### Exercise details
Your answer should be one number: the count of lines in these entries that hold the word "Holwell".

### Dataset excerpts

⟨

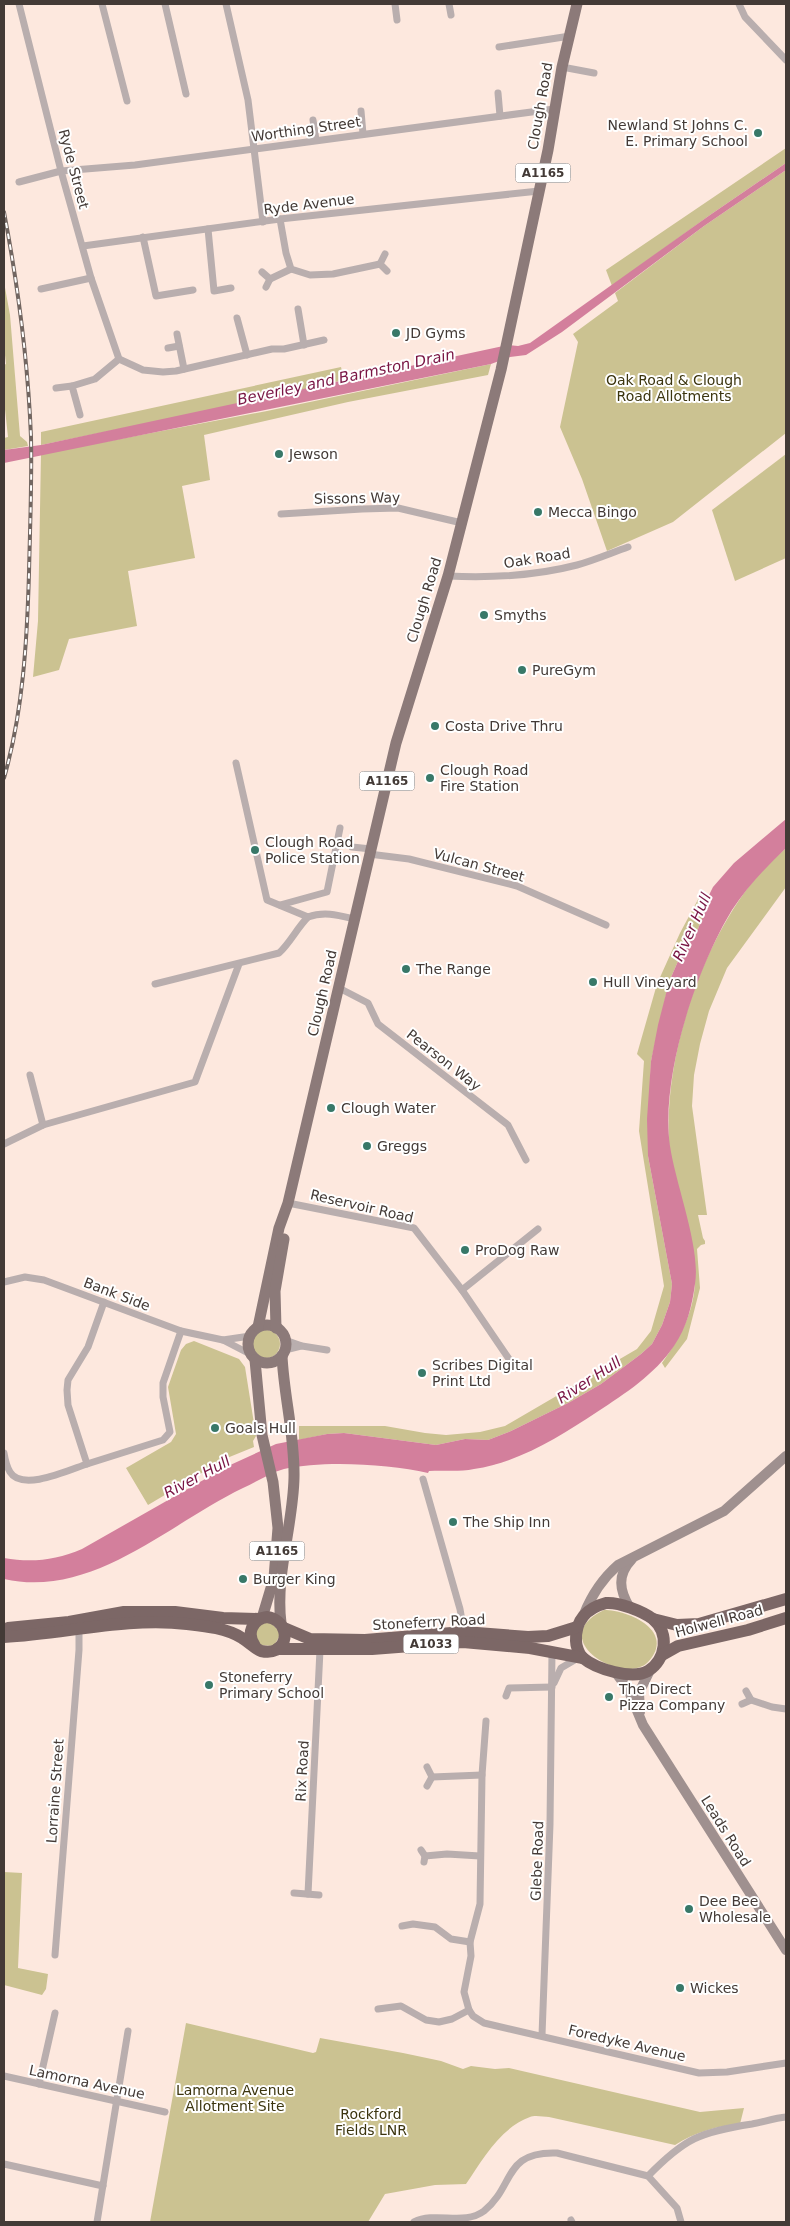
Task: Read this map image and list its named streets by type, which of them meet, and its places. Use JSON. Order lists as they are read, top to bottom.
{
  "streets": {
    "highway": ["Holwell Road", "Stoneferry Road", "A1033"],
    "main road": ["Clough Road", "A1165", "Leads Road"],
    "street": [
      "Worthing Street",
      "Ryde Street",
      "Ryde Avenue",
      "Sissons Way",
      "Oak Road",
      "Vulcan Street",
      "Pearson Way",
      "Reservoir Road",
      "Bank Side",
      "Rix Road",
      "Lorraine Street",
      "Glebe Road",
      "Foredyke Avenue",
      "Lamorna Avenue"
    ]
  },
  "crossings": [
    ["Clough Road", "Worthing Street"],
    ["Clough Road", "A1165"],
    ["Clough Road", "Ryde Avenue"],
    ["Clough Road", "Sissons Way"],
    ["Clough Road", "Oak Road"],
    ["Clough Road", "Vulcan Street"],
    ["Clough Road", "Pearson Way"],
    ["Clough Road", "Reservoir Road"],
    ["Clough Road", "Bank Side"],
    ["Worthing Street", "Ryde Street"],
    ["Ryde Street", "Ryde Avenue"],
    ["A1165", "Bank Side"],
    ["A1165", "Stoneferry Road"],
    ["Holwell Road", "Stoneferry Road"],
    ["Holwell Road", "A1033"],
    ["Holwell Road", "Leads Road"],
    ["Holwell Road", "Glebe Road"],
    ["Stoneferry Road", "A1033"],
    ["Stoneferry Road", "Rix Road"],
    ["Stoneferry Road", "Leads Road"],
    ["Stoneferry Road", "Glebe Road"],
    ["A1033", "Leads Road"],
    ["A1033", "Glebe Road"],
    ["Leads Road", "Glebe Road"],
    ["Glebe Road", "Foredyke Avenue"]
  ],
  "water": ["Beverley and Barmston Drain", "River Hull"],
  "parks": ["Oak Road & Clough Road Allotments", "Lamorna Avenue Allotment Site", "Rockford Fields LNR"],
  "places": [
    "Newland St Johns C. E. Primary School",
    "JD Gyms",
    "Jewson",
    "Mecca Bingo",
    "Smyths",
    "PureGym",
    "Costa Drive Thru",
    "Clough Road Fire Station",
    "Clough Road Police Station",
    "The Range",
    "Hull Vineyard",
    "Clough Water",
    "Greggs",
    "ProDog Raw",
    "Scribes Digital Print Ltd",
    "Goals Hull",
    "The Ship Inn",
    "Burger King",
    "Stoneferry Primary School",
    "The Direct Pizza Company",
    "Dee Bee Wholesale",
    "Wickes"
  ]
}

⟩

### Exercise solution
5